▶ [Activity] Copy out every line of the data that has the word "Library" somewhere in it.

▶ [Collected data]
.....
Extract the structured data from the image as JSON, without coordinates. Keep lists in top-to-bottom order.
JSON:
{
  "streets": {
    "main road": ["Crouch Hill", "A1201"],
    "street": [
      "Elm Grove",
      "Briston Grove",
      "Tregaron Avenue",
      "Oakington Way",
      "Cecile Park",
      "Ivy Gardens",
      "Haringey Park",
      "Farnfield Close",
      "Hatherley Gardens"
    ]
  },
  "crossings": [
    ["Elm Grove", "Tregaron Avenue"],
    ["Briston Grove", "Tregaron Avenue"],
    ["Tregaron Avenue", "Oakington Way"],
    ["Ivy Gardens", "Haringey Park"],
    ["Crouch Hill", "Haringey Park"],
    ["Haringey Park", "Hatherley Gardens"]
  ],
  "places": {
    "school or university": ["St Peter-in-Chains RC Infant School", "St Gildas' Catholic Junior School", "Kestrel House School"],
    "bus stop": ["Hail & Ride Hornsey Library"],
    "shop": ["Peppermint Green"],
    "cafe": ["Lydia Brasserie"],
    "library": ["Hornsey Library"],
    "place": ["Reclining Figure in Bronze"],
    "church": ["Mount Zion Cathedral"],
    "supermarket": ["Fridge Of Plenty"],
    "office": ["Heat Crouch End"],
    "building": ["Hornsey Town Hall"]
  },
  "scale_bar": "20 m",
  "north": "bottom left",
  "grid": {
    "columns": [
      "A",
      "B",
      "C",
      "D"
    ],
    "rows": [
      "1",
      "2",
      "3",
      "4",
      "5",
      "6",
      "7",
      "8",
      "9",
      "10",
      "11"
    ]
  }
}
.....
▶ [Response area]
    "bus stop": ["Hail & Ride Hornsey Library"],
    "library": ["Hornsey Library"],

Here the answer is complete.